What to do ->
Count the lines of the data below that include the string "names", and provide nothing but the result.
☆ ☆ ☆
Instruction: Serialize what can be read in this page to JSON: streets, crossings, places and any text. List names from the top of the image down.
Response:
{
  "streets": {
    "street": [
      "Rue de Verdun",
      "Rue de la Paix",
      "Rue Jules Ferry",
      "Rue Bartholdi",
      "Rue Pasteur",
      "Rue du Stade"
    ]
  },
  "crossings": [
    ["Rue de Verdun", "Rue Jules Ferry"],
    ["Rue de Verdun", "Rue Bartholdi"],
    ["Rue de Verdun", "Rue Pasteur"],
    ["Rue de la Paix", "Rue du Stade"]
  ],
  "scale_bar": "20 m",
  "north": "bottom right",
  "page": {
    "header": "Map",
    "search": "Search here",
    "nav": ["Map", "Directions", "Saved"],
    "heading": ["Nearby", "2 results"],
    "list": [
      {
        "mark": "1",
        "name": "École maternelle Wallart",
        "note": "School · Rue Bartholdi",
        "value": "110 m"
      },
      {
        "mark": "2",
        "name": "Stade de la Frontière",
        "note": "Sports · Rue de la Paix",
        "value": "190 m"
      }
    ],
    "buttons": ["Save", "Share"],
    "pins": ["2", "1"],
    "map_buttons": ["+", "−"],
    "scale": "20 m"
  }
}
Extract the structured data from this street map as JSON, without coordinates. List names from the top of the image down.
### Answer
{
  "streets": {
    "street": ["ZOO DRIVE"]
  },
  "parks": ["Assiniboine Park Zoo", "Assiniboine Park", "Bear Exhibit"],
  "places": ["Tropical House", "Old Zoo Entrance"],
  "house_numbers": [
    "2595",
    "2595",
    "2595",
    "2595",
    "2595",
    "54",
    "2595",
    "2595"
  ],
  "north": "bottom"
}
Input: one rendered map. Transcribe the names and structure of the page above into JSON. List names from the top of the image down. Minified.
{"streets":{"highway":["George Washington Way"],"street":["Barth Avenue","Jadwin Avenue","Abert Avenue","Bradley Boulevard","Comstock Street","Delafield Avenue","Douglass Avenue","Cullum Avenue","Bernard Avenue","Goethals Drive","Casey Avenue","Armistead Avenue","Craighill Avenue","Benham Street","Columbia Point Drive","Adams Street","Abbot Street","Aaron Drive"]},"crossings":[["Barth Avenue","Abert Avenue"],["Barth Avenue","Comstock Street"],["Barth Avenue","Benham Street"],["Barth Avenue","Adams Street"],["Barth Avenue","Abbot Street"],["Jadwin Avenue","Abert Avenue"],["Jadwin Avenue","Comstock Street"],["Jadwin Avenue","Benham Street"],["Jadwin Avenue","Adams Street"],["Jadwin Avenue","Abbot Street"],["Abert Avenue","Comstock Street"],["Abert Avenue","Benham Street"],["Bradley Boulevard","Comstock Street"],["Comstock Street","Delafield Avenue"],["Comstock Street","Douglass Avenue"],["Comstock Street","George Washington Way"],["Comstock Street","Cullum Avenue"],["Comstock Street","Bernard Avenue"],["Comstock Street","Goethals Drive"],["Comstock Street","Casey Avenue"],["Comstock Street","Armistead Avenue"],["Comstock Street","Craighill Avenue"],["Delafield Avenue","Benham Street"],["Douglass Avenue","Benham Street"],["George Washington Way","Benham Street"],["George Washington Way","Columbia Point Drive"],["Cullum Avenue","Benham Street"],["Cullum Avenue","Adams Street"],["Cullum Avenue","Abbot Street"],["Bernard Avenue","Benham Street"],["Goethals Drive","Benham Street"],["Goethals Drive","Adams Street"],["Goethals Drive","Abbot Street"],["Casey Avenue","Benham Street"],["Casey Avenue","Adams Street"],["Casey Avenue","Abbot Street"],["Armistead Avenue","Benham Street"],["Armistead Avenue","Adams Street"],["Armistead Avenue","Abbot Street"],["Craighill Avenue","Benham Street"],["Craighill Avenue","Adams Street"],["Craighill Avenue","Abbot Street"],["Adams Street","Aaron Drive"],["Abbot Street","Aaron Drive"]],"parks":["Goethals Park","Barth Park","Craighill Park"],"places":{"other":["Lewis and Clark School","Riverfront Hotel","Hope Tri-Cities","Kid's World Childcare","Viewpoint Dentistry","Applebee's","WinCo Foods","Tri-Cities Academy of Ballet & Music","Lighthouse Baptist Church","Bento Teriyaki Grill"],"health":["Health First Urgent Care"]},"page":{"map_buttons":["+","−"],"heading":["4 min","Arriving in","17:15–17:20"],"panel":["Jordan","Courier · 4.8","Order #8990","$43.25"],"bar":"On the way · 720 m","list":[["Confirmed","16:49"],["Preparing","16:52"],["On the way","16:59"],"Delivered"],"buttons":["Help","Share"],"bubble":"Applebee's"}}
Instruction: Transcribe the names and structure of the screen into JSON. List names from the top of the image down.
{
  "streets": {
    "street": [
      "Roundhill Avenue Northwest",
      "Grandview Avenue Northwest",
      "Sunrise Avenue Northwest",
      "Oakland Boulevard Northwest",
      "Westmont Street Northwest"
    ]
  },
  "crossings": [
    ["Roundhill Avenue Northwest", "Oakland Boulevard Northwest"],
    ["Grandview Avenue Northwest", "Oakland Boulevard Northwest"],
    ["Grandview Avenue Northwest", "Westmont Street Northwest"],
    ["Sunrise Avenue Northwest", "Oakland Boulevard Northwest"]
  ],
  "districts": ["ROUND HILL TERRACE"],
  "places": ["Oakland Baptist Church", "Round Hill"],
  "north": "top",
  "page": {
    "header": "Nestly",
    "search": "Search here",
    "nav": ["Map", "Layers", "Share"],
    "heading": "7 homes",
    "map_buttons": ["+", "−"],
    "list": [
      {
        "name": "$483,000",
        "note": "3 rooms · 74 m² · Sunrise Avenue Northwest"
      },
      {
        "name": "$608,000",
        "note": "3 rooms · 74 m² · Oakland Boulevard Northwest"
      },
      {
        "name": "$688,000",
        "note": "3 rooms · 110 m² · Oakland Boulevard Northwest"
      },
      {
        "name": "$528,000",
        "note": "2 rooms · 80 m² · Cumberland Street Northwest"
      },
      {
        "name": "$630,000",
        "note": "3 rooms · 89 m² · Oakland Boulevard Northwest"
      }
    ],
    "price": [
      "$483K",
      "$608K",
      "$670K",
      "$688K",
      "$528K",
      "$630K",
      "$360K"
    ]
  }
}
☆ ☆ ☆
Reply ->
4